SUPPLIED ENTRIES:
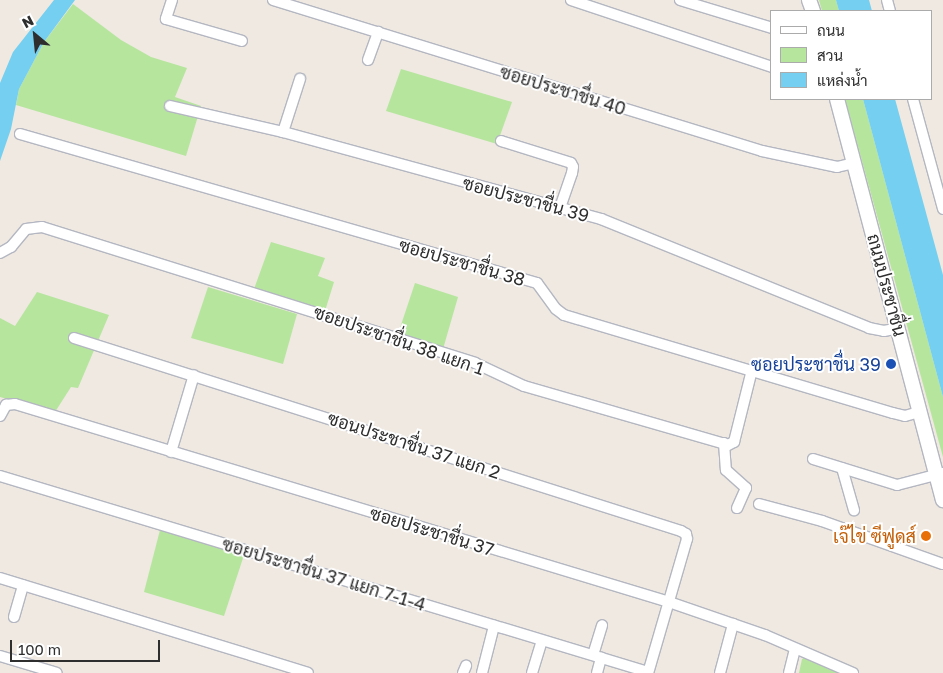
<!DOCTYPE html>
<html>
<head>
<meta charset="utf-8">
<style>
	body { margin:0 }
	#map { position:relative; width:943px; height:673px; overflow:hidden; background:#efe9e1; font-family:"Golos Text",Sarabun,sans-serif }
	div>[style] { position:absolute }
	.green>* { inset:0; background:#b6e59e }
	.water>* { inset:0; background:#75cff0 }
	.roads { filter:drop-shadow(1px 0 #b4b7c1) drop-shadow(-1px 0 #b4b7c1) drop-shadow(0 1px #b4b7c1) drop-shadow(0 -1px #b4b7c1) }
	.minor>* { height:10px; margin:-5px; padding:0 5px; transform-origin:5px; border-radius:5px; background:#fff }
	.secondary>* { height:14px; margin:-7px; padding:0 7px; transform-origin:7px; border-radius:7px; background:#fff }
	.dots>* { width:14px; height:14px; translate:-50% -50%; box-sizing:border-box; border:2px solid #fff; border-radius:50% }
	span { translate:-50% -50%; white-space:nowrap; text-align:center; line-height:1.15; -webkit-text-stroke:4px #fff; paint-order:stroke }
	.street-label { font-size:18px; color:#2e2e2e }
	.transit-label { font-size:18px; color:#164399 }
	.right { translate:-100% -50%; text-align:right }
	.food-label { font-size:18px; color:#c56008 }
	.legend { position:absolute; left:770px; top:10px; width:162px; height:90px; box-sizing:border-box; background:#fff; border:1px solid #ababab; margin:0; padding:6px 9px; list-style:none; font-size:15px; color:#2e2e2e }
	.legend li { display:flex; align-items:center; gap:10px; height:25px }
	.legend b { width:25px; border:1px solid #ababab }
	.north { position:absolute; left:10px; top:10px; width:50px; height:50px; -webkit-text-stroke:4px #fff; paint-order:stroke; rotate:332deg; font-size:14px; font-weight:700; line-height:20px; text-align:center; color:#2e2e2e }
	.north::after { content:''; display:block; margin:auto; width:18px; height:22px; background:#2e2e2e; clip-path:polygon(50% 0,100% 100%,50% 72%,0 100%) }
	.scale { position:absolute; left:10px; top:640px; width:150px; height:22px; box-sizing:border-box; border:2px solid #2e2e2e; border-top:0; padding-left:6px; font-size:15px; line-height:18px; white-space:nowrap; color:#2e2e2e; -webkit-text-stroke:4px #fff; paint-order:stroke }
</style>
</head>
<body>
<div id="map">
	<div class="green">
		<div style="clip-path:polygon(819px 0,836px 0,839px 11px,822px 11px)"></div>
		<div style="clip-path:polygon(73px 4px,121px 40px,151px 57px,187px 68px,175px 97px,201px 106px,186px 156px,16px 105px,19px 89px,44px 42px)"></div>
		<div style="clip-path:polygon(401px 69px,512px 102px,497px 144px,386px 111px)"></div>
		<div style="clip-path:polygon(845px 99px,863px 99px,943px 397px,943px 457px)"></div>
		<div style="clip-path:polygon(271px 242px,325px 258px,318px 276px,334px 282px,325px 311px,254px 289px)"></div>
		<div style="clip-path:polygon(415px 283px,458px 297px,443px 349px,398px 334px)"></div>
		<div style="clip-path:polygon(208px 287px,297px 314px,283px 364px,191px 338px)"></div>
		<div style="clip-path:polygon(37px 292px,109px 315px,78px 388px,71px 387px,55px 412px,0 397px,0 318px,15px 326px)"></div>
		<div style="clip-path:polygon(160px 530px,244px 555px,224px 616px,144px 592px)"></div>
		<div style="clip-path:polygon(806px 657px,844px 673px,799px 673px,802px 659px)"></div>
	</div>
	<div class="water">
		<div style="clip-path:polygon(54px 0,75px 0,44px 42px,19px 89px,11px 129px,0 161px,0 83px,13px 52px)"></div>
		<div style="clip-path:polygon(836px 0,869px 0,872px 11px,839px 11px)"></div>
		<div style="clip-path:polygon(863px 99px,895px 99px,943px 275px,943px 397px)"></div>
	</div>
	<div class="roads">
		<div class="minor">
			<div style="left:172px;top:0;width:20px;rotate:108deg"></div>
			<div style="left:166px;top:19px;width:79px;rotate:16.1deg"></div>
			<div style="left:273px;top:0;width:512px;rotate:17.16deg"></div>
			<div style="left:762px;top:151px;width:77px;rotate:12deg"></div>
			<div style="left:837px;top:167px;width:17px;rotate:-13deg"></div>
			<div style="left:571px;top:0;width:212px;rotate:18.4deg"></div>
			<div style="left:680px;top:0;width:96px;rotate:16.9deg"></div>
			<div style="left:887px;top:0;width:11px;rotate:75deg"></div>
			<div style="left:368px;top:60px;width:30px;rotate:-70deg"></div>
			<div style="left:913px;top:99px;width:114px;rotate:74.7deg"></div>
			<div style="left:170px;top:106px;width:116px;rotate:13deg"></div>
			<div style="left:283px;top:132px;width:330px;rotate:15.3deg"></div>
			<div style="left:601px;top:219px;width:289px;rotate:22.1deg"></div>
			<div style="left:869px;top:328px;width:15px;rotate:11deg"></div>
			<div style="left:884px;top:331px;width:15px;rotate:-11deg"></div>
			<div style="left:283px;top:132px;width:56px;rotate:-72.2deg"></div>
			<div style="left:20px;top:134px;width:538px;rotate:16.08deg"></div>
			<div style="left:537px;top:283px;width:32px;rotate:54deg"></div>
			<div style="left:556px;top:309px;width:10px;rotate:37deg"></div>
			<div style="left:564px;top:315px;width:343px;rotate:16.6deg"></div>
			<div style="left:893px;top:413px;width:12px;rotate:14deg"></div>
			<div style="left:905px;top:416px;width:15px;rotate:-16deg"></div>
			<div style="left:501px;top:141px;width:73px;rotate:17.4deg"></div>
			<div style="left:571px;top:163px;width:4px;rotate:63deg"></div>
			<div style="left:573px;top:167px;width:6px;rotate:99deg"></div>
			<div style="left:572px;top:173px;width:37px;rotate:109deg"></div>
			<div style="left:0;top:253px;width:13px;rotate:-29deg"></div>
			<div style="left:11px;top:247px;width:23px;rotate:-50deg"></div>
			<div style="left:26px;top:229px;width:16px;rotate:-7deg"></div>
			<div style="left:42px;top:227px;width:454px;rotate:17.4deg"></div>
			<div style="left:475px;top:363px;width:54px;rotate:25.1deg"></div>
			<div style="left:524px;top:386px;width:212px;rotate:16.1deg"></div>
			<div style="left:728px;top:445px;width:7px;rotate:-27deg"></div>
			<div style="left:734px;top:442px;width:74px;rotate:-76deg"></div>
			<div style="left:74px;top:338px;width:637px;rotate:17.64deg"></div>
			<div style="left:681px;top:531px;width:6px;rotate:31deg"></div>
			<div style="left:686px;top:534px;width:5px;rotate:79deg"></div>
			<div style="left:687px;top:539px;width:140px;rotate:106.2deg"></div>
			<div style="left:0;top:416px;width:13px;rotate:-61deg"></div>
			<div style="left:6px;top:405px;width:9px;rotate:-6deg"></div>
			<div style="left:15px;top:404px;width:683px;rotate:16.84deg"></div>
			<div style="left:669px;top:602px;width:102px;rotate:19deg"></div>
			<div style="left:765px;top:635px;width:96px;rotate:23.4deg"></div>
			<div style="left:724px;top:443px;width:27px;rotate:86deg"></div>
			<div style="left:726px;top:470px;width:27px;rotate:42deg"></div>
			<div style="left:746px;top:488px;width:22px;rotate:114deg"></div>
			<div style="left:171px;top:452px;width:80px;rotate:-73.4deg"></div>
			<div style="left:813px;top:459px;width:88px;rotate:17.2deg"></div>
			<div style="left:897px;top:485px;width:48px;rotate:-14.6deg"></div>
			<div style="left:842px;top:468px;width:44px;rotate:74.1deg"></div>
			<div style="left:0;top:476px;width:677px;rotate:16.83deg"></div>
			<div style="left:759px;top:504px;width:65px;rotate:15.1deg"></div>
			<div style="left:822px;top:521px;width:128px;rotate:19.6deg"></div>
			<div style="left:0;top:578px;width:322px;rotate:17.1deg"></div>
			<div style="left:14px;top:617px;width:33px;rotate:-74deg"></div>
			<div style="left:593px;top:655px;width:31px;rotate:-73deg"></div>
			<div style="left:0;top:656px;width:59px;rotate:16.6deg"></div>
			<div style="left:463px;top:673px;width:8px;rotate:-67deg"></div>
			<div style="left:482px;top:673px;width:49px;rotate:-75.7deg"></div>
			<div style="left:532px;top:673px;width:34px;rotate:-73deg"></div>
			<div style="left:597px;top:673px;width:16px;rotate:-75deg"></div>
			<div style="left:720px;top:673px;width:51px;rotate:-75.1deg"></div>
			<div style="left:789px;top:673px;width:25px;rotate:-76deg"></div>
		</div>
		<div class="secondary">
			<div style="left:809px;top:0;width:12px;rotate:70deg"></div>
			<div style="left:837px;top:99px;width:415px;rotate:75.2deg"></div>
		</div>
	</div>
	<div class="dots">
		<div style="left:891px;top:364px;background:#1a4fb4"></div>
		<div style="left:926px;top:536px;background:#e8710a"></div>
	</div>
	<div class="street-label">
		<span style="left:563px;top:90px;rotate:17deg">ซอยประชาชื่น 40</span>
		<span style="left:526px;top:199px;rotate:15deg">ซอยประชาชื่น 39</span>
		<span style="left:462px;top:262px;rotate:16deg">ซอยประชาชื่น 38</span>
		<span style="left:887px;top:285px;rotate:75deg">ถนนประชาชื่น</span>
		<span style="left:399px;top:340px;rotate:19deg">ซอยประชาชื่น 38 แยก 1</span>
		<span style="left:414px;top:445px;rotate:18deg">ซอนประชาชื่น 37 แยก 2</span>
		<span style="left:432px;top:531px;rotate:17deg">ซอยประชาชื่น 37</span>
		<span style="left:324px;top:574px;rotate:17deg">ซอยประชาชื่น 37 แยก 7-1-4</span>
	</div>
	<div class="transit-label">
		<span class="right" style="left:881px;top:364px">ซอยประชาชื่น 39</span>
	</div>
	<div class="food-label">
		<span class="right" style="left:916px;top:536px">เจ๊ไข่ ซีฟูดส์</span>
	</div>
	<ul class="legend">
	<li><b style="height:6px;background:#fff"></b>ถนน</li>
	<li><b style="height:14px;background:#b6e59e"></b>สวน</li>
	<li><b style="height:14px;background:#75cff0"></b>แหล่งน้ำ</li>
	</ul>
	<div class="north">N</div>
	<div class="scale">100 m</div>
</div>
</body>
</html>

PROBLEM: What is needed is the exact run of lines from the start of the data through the line with "width:14px; height:14px; translate:-50%", both ends included, minus the pictures.

WRITTEN ANSWER:
<!DOCTYPE html>
<html>
<head>
<meta charset="utf-8">
<style>
	body { margin:0 }
	#map { position:relative; width:943px; height:673px; overflow:hidden; background:#efe9e1; font-family:"Golos Text",Sarabun,sans-serif }
	div>[style] { position:absolute }
	.green>* { inset:0; background:#b6e59e }
	.water>* { inset:0; background:#75cff0 }
	.roads { filter:drop-shadow(1px 0 #b4b7c1) drop-shadow(-1px 0 #b4b7c1) drop-shadow(0 1px #b4b7c1) drop-shadow(0 -1px #b4b7c1) }
	.minor>* { height:10px; margin:-5px; padding:0 5px; transform-origin:5px; border-radius:5px; background:#fff }
	.secondary>* { height:14px; margin:-7px; padding:0 7px; transform-origin:7px; border-radius:7px; background:#fff }
	.dots>* { width:14px; height:14px; translate:-50% -50%; box-sizing:border-box; border:2px solid #fff; border-radius:50% }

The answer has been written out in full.